The plans laid out in a 95-page initial study, published in December, call for 193 temperature-controlled hoop house-style greenhouses spread over 1 million square feet (22.96 acres), plus office/administration buildings, a propagation facility, stormwater detention basins, a new wastewater treatment system and a 66-space asphalt/concrete parking lot.
The industrial-scale operation is slated for the former site of the Simpson Lumber Mill, a 38.2-acre plot of land (currently two parcels) between 27th Street and Foster Avenue, directly south of Sun Valley’s existing flower farm facilities.
In an interview with the Outpost on Monday, Sun Valley CEO and President Lane DeVries said the domestic cut flower business has been hammered in recent years by steadily rising expenses, including California’s successive increases to the minimum-wage, the elimination of an overtime pay exemption for agricultural workers and rising health insurance costs.
“The flower business is in a tough spot,” DeVries said, noting that 80 percent of the flowers sold in the United States are imported from countries such as Colombia, Ecuador and Costa Rica. “In most cases our customers are unwilling to accept cost increases. To the contrary, due to the Walmart and Amazon effect, we now operate in a business environment where customers expect price reductions.”
Sun Valley was also hit hard by the COVID-19 pandemic, which brought the industry to a virtual standstill just as the company was gearing up for the 2020 Easter holiday. “We lost millions and millions and millions of flowers, just blooming away in our greenhouses due to shelter-in-place orders,” DeVries said.
These challenges represent an existential threat to Sun Valley as it currently exists, and DeVries said transitioning to cannabis may be necessary for the company’s survival.
“It would allow our company to continue operations and continue the employment of 450 employees,” he said. “The wellbeing of them and their families is depending on the approval of this project.”
The project applicant is technically a separate corporation, Arcata Land Company, LLC, though, like Sun Valley, it’s led by DeVries, and in our conversation he lumped the two interests together.
He also revealed that while the public has just started to become aware of these plans for an industrial-scale cannabis farm — a Facebook post from Saturday generated close to 400 comments and more than 150 shares — the companies have been laying the groundwork for years. A traffic impact study, cultural resources investigation, wetland delineation and other studies have all been completed, and on a parcel adjacent to the planned grow site, Arcata Land Company already has a licensed and permitted processing, manufacturing and distribution facility.

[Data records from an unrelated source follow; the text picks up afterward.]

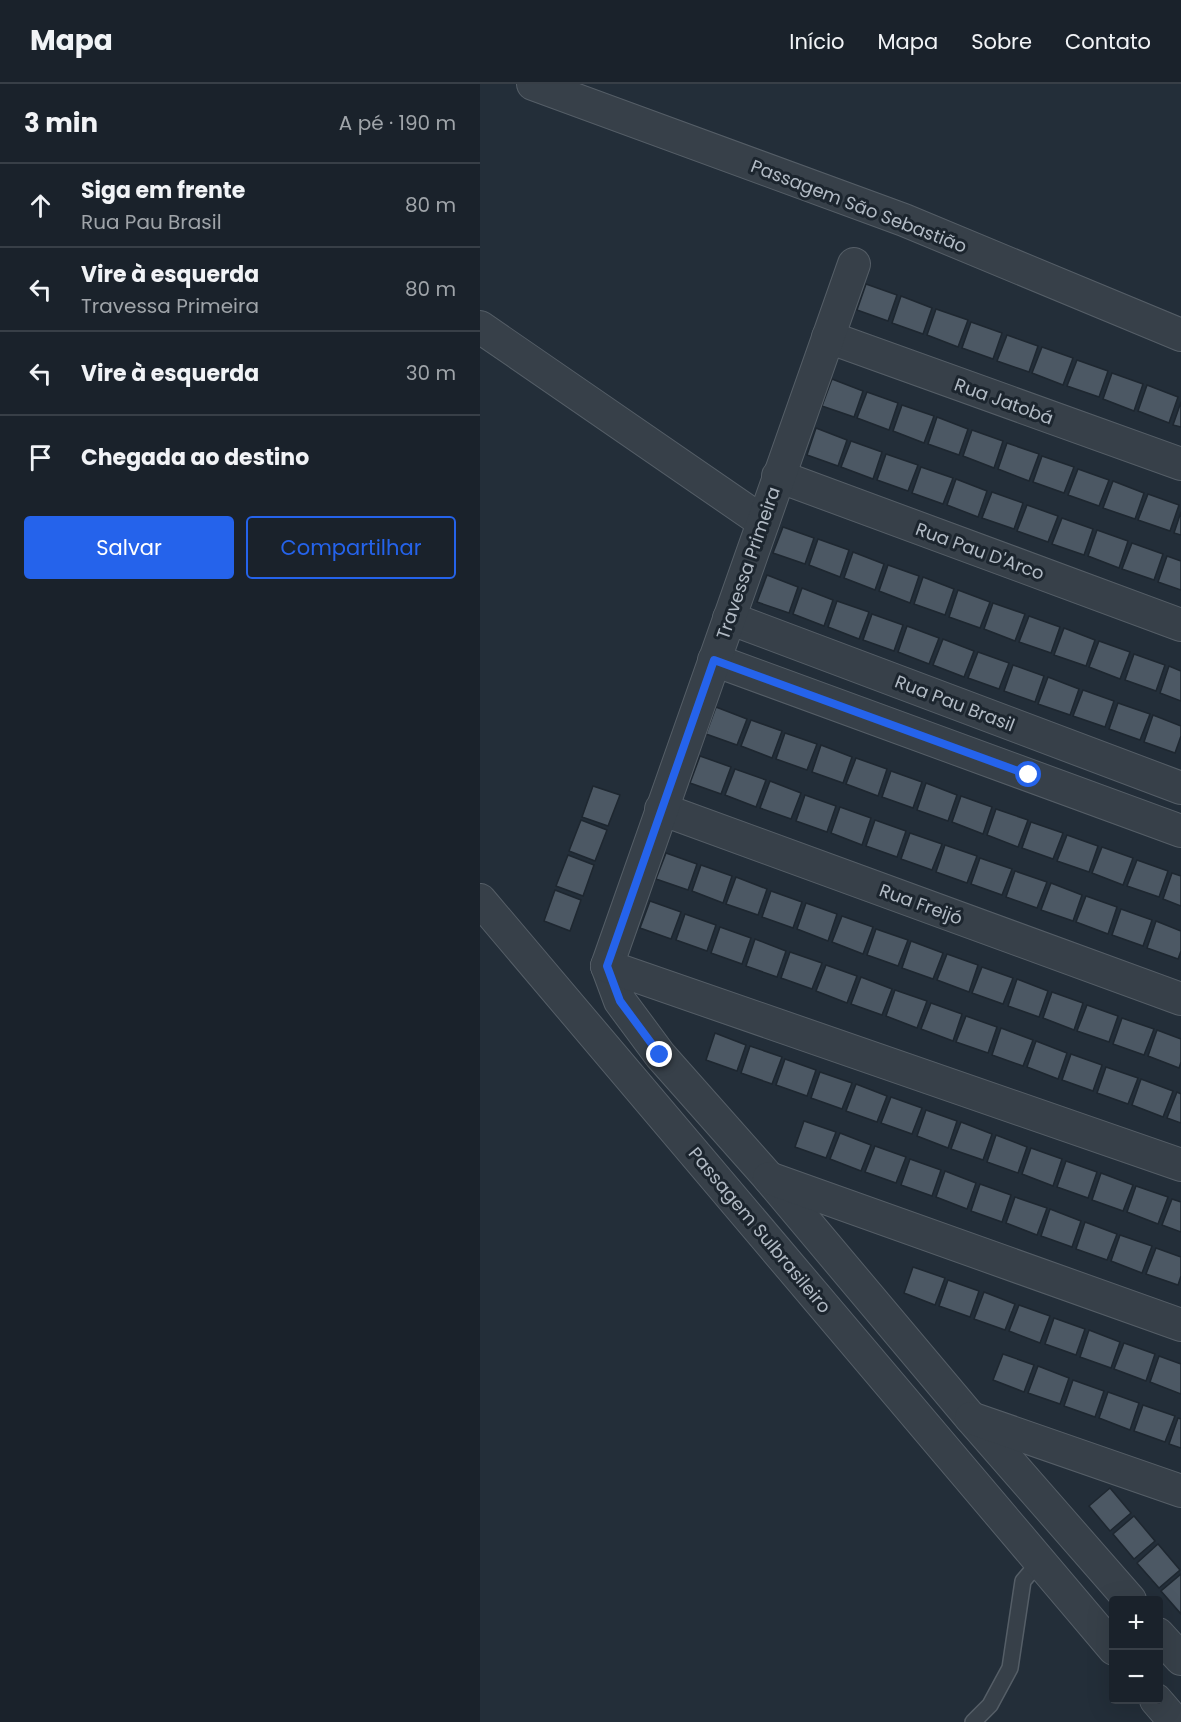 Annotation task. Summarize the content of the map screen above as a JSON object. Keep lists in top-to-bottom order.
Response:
{
  "streets": {
    "street": [
      "Passagem São Sebastião",
      "Rua Jatobá",
      "Rua Pau D'Arco",
      "Travessa Primeira",
      "Rua Pau Brasil",
      "Rua Freijó",
      "Passagem Sulbrasileiro"
    ]
  },
  "crossings": [
    ["Rua Jatobá", "Travessa Primeira"],
    ["Rua Pau D'Arco", "Travessa Primeira"],
    ["Travessa Primeira", "Rua Pau Brasil"],
    ["Travessa Primeira", "Rua Freijó"]
  ],
  "page": {
    "header": "Mapa",
    "nav": [
      "Início",
      "Mapa",
      "Sobre",
      "Contato"
    ],
    "heading": ["3 min", "A pé · 190 m"],
    "list": [
      ["Siga em frente", "Rua Pau Brasil", "80 m"],
      ["Vire à esquerda", "Travessa Primeira", "80 m"],
      ["Vire à esquerda", "30 m"],
      "Chegada ao destino"
    ],
    "buttons": ["Salvar", "Compartilhar"],
    "map_buttons": ["+", "−"]
  }
}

Arcata Land Company is seeking a permit for the grow operation, about three-quarters of which (17.2 acres) would be light-deprivation greenhouses with the remaining one-quarter (5.7 acres) operated as mixed-light. The company also needs permits (or agricultural exemptions) for construction, grading, the wastewater treatment system and three natural gas boilers to provide temperature control within the hoop structures.
The land here is outside the Coastal Zone and zoned Heavy Industrial, which means there are no size limits for a cannabis cultivation operation, per the county’s Commercial Medical Marijuana Land Use Ordinance. A little over six acres of existing hoop structures would be converted from flowers to cannabis. The rest will need to be built. The project is expected to require an estimated 52 acre-feet of water per year, with irrigation supplied by an on-site groundwater well that generates 1.8 acre-feet (576,000 gallons) per day, according to the initial study.
Once this operation is up and running, which DeVries said could happen within the year if all goes to plan, it’s expected to require up to 116 full-time equivalent employees. That’s 76 more than the 40 workers employed at the existing greenhouses on the property.
“[Sun Valley’s] local employment base is an integral part of the North Coast economy,” DeVries said. “We want to continue operations. We want to stay in Humboldt County. We want to grow and be here for many more years to come.”
But if the reactions to Saturday’s Facebook post are any indication, this project is likely to face significant public resistance when it comes before the Humboldt County Planning Commission on March 18. While a number of people expressed support for the potential benefits to the local economy, others appear gobsmacked by the sheer size of the proposal and say they’re concerned about environmental impacts including the smell, traffic, groundwater, biological resources and more.
James Cotton and his wife Kim Puckett, who put up the Facebook post, live about 800 feet from the project, and he’s angry that the county didn’t do more outreach to neighbors. He’s spoken to a couple who were notified that the county had prepared a draft mitigated negative declaration (MND), a document that states all environmental impacts of the project can be reduced to insignificant levels. (This is a less-extensive level of review than what’s required with a full Environmental Impact Report, or EIR.)
But other neighbors, like himself and his wife, were not notified — even though some live closer to the project than those who were, he said.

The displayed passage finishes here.